“This is the sound of what you don’t know killing you” begins the chorus of “Tasmanian Pain Coaster,” the opening track from MC/Producer El-P’s highly anticipated 2007 album I’ll Sleep When You’re Dead. Easily the best publicized independent release of the year thus far, with promotional campaigns ranging from New York Times to Cartoon Network, the former Company Flow frontman managed to bright Definitive Jux to the Billboard promised land, debuting at #78 on the top 200 and moving 11,417 units in its first week at a time when rap releases are being outsold by a two-to-one ratio by Dane Cook. With his previous release, 2002’s Fantastic Damage peaking at #198 and the label’s previous highest charter, Aesop Rock’s Bazooka Tooth (2003), only reaching #112, it seems the Definitive Jux bulldozer is continuing to roll strongly, picking up new fans with each go-round.
This should come as no surprise as in the five years between releases, El has remained quite the busy beaver. While some have mistakenly referred to this time as a hiatus, El has been quite active: releasing a jazz album, overseeing the production on albums from flagship artists Cage and Mr. Lif, launching a digital download website for his label, and contributing remixes to such high-profile artists as Beck and Nine Inch Nails. Such efforts, as well as changing times, have seemingly impacted his soundscape; While he retains his trademark wall-of-sound production ethos, the transitions are far less jarring and his song structure, such as the verse-chorus-verse lyrics of “EMG” and “Up All Night,” has evolved to become somewhat more linear.
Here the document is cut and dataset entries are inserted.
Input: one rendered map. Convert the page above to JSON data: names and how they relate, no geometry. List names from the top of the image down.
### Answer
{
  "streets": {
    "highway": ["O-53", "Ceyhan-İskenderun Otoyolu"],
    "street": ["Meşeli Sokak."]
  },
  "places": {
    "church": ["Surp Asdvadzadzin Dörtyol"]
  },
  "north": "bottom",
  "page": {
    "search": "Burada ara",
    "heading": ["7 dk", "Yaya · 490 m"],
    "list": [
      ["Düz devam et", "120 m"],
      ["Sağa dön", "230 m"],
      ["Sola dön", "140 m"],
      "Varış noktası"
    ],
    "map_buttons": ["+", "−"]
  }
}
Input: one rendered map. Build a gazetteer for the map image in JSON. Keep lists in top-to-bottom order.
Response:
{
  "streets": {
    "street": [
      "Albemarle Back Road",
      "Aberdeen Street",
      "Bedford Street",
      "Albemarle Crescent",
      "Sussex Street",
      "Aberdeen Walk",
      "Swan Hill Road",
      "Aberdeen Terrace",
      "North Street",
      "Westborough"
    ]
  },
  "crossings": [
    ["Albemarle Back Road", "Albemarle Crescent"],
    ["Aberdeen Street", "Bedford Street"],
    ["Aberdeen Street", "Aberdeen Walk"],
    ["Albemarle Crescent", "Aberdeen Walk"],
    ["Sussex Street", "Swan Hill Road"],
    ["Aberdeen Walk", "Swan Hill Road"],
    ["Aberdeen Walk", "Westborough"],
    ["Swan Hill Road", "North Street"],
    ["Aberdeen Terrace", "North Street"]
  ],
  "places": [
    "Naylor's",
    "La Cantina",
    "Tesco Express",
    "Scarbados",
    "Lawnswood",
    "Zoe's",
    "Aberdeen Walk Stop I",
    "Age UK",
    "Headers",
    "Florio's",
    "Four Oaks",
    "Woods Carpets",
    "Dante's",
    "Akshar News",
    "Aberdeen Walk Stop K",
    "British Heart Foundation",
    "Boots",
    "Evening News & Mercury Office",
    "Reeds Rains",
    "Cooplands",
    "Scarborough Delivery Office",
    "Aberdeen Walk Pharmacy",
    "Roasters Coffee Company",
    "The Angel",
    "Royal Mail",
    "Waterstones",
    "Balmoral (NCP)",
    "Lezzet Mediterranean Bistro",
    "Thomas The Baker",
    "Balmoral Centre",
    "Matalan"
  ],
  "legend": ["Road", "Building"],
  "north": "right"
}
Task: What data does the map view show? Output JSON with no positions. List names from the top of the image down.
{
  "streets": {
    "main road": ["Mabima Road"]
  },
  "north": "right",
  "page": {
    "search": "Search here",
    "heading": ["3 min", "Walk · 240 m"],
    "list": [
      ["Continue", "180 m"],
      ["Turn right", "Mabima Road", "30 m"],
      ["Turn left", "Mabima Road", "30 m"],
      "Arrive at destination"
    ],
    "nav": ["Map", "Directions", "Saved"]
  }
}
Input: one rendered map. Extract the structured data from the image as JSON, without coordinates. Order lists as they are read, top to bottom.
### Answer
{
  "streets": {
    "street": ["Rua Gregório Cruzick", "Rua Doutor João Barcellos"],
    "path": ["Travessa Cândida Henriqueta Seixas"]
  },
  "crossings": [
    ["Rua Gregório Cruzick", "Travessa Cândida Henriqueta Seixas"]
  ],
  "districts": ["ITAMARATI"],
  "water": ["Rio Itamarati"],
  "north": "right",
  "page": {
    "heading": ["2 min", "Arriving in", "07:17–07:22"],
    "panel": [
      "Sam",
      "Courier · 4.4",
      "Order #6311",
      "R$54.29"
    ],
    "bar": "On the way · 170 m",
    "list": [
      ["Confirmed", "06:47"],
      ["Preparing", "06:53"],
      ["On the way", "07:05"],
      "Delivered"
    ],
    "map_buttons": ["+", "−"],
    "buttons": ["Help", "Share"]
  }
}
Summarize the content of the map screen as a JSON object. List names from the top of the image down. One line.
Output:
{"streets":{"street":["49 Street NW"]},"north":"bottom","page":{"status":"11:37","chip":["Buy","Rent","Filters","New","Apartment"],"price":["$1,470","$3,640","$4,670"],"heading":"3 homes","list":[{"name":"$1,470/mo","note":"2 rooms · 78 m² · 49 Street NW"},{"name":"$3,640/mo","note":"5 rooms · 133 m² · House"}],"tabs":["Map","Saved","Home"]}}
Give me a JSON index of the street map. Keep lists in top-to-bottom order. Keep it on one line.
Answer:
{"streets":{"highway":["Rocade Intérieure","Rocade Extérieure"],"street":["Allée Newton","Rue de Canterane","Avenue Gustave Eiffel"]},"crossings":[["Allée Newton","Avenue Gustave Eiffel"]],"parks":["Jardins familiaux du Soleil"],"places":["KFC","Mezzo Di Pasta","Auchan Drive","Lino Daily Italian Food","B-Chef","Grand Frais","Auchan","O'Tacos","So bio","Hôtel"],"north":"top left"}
But it is the very limitation that El places himself in that allows I’ll Sleep When You’re Dead to function as such a wonderfully executed experiment of a record. Painstakingly orchestrated in the format of an actual album, a process forgotten by most in today’s ever-changing digital-music landscape, each of the albums 13 tracks not only maintain, but emphasized the project’s progressive momentum simply by being organized next to one another. And with El-P’s verses, as well as guest appearances by Cage, Aesop Rock, and countless blink-and-you’ll-miss-them cameos like Trent Reznor, Cat Power, Slug and former Company Flow DJ Mr. Len, you have an almost daunting finished product that on realized ambition alone, stands head-and-shoulders over any rap release in recent memory.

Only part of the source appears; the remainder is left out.